▸ **Required action**:
Your task is to print every entry below exactly as given.
[Data under study Boundary: Start]
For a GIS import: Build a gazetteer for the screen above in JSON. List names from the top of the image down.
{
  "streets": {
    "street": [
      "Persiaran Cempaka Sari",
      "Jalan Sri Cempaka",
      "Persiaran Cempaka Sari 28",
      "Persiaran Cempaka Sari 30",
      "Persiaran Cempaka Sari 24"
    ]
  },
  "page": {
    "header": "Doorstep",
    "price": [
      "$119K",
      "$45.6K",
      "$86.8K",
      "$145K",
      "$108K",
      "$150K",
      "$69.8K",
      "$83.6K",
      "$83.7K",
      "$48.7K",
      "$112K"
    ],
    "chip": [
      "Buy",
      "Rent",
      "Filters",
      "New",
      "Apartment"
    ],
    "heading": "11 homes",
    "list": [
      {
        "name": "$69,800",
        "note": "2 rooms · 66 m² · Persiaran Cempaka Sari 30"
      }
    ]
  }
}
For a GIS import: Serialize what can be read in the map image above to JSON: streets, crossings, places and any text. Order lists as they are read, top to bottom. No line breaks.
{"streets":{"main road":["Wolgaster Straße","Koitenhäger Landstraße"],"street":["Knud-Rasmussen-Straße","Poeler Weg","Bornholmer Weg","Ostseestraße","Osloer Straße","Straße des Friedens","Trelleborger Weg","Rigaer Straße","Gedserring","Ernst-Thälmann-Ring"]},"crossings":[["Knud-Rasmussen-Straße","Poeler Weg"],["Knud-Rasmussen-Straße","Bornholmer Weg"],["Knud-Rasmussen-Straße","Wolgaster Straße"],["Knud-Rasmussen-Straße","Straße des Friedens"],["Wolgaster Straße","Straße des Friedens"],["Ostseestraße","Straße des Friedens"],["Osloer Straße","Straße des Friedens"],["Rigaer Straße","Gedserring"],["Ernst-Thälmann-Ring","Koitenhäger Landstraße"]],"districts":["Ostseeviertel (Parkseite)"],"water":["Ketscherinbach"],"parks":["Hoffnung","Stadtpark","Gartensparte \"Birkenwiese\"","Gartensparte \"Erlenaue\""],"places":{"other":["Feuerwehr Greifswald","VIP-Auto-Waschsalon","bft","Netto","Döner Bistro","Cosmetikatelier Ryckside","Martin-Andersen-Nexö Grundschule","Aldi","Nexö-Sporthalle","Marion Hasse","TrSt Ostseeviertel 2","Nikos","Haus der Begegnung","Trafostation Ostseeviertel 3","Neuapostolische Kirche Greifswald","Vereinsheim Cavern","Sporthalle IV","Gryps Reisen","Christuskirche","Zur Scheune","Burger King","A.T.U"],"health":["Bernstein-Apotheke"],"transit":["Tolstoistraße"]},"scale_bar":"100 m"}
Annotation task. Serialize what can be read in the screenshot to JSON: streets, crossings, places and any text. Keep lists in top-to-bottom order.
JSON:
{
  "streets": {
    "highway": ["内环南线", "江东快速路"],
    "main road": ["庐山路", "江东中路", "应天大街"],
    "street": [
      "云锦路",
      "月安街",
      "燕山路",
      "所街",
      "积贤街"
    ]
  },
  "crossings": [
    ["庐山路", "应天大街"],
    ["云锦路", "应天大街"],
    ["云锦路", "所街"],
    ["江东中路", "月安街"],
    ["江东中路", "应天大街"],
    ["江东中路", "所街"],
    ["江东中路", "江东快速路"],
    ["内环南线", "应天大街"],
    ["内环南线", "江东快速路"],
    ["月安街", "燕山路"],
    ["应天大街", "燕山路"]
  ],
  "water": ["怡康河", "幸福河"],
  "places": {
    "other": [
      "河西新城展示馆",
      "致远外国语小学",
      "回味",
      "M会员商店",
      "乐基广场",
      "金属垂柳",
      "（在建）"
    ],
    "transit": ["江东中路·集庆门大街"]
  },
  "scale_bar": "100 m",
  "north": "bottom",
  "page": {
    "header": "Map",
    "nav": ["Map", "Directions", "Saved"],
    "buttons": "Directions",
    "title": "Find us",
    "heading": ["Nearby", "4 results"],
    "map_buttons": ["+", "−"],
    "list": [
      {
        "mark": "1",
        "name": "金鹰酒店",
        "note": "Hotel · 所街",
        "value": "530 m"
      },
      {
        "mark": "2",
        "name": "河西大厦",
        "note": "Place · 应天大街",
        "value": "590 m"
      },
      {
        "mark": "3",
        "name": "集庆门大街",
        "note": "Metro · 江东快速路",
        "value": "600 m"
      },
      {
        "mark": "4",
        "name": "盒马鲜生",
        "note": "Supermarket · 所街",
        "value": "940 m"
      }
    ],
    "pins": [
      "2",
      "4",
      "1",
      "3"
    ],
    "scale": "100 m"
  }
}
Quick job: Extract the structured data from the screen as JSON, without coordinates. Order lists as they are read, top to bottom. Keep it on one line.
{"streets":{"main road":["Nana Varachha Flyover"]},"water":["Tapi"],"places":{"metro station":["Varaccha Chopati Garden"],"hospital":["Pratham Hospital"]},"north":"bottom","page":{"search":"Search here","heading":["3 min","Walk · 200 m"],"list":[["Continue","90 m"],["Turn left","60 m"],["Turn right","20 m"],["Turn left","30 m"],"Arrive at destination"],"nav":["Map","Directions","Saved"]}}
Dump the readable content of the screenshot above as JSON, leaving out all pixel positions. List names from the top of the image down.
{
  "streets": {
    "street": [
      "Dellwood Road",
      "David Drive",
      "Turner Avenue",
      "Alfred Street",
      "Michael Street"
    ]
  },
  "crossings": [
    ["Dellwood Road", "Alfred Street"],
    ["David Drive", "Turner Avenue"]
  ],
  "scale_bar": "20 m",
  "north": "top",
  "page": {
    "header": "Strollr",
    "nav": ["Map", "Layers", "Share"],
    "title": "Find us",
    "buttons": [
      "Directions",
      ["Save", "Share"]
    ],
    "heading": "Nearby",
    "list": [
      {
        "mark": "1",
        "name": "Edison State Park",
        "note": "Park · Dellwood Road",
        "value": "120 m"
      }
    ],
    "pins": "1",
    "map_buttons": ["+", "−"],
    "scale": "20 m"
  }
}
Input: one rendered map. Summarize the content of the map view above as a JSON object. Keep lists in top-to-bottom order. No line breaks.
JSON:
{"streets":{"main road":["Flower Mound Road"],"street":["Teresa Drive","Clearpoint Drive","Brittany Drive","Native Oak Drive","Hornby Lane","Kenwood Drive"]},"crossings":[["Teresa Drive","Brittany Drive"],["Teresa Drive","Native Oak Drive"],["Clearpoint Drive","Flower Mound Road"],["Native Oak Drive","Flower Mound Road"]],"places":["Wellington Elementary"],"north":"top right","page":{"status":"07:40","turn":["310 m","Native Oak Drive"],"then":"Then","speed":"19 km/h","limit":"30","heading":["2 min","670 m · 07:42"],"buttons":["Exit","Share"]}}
[Data under study Boundary: End]
▸ **Exercise solution**:
For a GIS import: Build a gazetteer for the screen above in JSON. List names from the top of the image down.
{
  "streets": {
    "street": [
      "Persiaran Cempaka Sari",
      "Jalan Sri Cempaka",
      "Persiaran Cempaka Sari 28",
      "Persiaran Cempaka Sari 30",
      "Persiaran Cempaka Sari 24"
    ]
  },
  "page": {
    "header": "Doorstep",
    "price": [
      "$119K",
      "$45.6K",
      "$86.8K",
      "$145K",
      "$108K",
      "$150K",
      "$69.8K",
      "$83.6K",
      "$83.7K",
      "$48.7K",
      "$112K"
    ],
    "chip": [
      "Buy",
      "Rent",
      "Filters",
      "New",
      "Apartment"
    ],
    "heading": "11 homes",
    "list": [
      {
        "name": "$69,800",
        "note": "2 rooms · 66 m² · Persiaran Cempaka Sari 30"
      }
    ]
  }
}
For a GIS import: Serialize what can be read in the map image above to JSON: streets, crossings, places and any text. Order lists as they are read, top to bottom. No line breaks.
{"streets":{"main road":["Wolgaster Straße","Koitenhäger Landstraße"],"street":["Knud-Rasmussen-Straße","Poeler Weg","Bornholmer Weg","Ostseestraße","Osloer Straße","Straße des Friedens","Trelleborger Weg","Rigaer Straße","Gedserring","Ernst-Thälmann-Ring"]},"crossings":[["Knud-Rasmussen-Straße","Poeler Weg"],["Knud-Rasmussen-Straße","Bornholmer Weg"],["Knud-Rasmussen-Straße","Wolgaster Straße"],["Knud-Rasmussen-Straße","Straße des Friedens"],["Wolgaster Straße","Straße des Friedens"],["Ostseestraße","Straße des Friedens"],["Osloer Straße","Straße des Friedens"],["Rigaer Straße","Gedserring"],["Ernst-Thälmann-Ring","Koitenhäger Landstraße"]],"districts":["Ostseeviertel (Parkseite)"],"water":["Ketscherinbach"],"parks":["Hoffnung","Stadtpark","Gartensparte \"Birkenwiese\"","Gartensparte \"Erlenaue\""],"places":{"other":["Feuerwehr Greifswald","VIP-Auto-Waschsalon","bft","Netto","Döner Bistro","Cosmetikatelier Ryckside","Martin-Andersen-Nexö Grundschule","Aldi","Nexö-Sporthalle","Marion Hasse","TrSt Ostseeviertel 2","Nikos","Haus der Begegnung","Trafostation Ostseeviertel 3","Neuapostolische Kirche Greifswald","Vereinsheim Cavern","Sporthalle IV","Gryps Reisen","Christuskirche","Zur Scheune","Burger King","A.T.U"],"health":["Bernstein-Apotheke"],"transit":["Tolstoistraße"]},"scale_bar":"100 m"}
Annotation task. Serialize what can be read in the screenshot to JSON: streets, crossings, places and any text. Keep lists in top-to-bottom order.
JSON:
{
  "streets": {
    "highway": ["内环南线", "江东快速路"],
    "main road": ["庐山路", "江东中路", "应天大街"],
    "street": [
      "云锦路",
      "月安街",
      "燕山路",
      "所街",
      "积贤街"
    ]
  },
  "crossings": [
    ["庐山路", "应天大街"],
    ["云锦路", "应天大街"],
    ["云锦路", "所街"],
    ["江东中路", "月安街"],
    ["江东中路", "应天大街"],
    ["江东中路", "所街"],
    ["江东中路", "江东快速路"],
    ["内环南线", "应天大街"],
    ["内环南线", "江东快速路"],
    ["月安街", "燕山路"],
    ["应天大街", "燕山路"]
  ],
  "water": ["怡康河", "幸福河"],
  "places": {
    "other": [
      "河西新城展示馆",
      "致远外国语小学",
      "回味",
      "M会员商店",
      "乐基广场",
      "金属垂柳",
      "（在建）"
    ],
    "transit": ["江东中路·集庆门大街"]
  },
  "scale_bar": "100 m",
  "north": "bottom",
  "page": {
    "header": "Map",
    "nav": ["Map", "Directions", "Saved"],
    "buttons": "Directions",
    "title": "Find us",
    "heading": ["Nearby", "4 results"],
    "map_buttons": ["+", "−"],
    "list": [
      {
        "mark": "1",
        "name": "金鹰酒店",
        "note": "Hotel · 所街",
        "value": "530 m"
      },
      {
        "mark": "2",
        "name": "河西大厦",
        "note": "Place · 应天大街",
        "value": "590 m"
      },
      {
        "mark": "3",
        "name": "集庆门大街",
        "note": "Metro · 江东快速路",
        "value": "600 m"
      },
      {
        "mark": "4",
        "name": "盒马鲜生",
        "note": "Supermarket · 所街",
        "value": "940 m"
      }
    ],
    "pins": [
      "2",
      "4",
      "1",
      "3"
    ],
    "scale": "100 m"
  }
}
Quick job: Extract the structured data from the screen as JSON, without coordinates. Order lists as they are read, top to bottom. Keep it on one line.
{"streets":{"main road":["Nana Varachha Flyover"]},"water":["Tapi"],"places":{"metro station":["Varaccha Chopati Garden"],"hospital":["Pratham Hospital"]},"north":"bottom","page":{"search":"Search here","heading":["3 min","Walk · 200 m"],"list":[["Continue","90 m"],["Turn left","60 m"],["Turn right","20 m"],["Turn left","30 m"],"Arrive at destination"],"nav":["Map","Directions","Saved"]}}
Dump the readable content of the screenshot above as JSON, leaving out all pixel positions. List names from the top of the image down.
{
  "streets": {
    "street": [
      "Dellwood Road",
      "David Drive",
      "Turner Avenue",
      "Alfred Street",
      "Michael Street"
    ]
  },
  "crossings": [
    ["Dellwood Road", "Alfred Street"],
    ["David Drive", "Turner Avenue"]
  ],
  "scale_bar": "20 m",
  "north": "top",
  "page": {
    "header": "Strollr",
    "nav": ["Map", "Layers", "Share"],
    "title": "Find us",
    "buttons": [
      "Directions",
      ["Save", "Share"]
    ],
    "heading": "Nearby",
    "list": [
      {
        "mark": "1",
        "name": "Edison State Park",
        "note": "Park · Dellwood Road",
        "value": "120 m"
      }
    ],
    "pins": "1",
    "map_buttons": ["+", "−"],
    "scale": "20 m"
  }
}
Input: one rendered map. Summarize the content of the map view above as a JSON object. Keep lists in top-to-bottom order. No line breaks.
JSON:
{"streets":{"main road":["Flower Mound Road"],"street":["Teresa Drive","Clearpoint Drive","Brittany Drive","Native Oak Drive","Hornby Lane","Kenwood Drive"]},"crossings":[["Teresa Drive","Brittany Drive"],["Teresa Drive","Native Oak Drive"],["Clearpoint Drive","Flower Mound Road"],["Native Oak Drive","Flower Mound Road"]],"places":["Wellington Elementary"],"north":"top right","page":{"status":"07:40","turn":["310 m","Native Oak Drive"],"then":"Then","speed":"19 km/h","limit":"30","heading":["2 min","670 m · 07:42"],"buttons":["Exit","Share"]}}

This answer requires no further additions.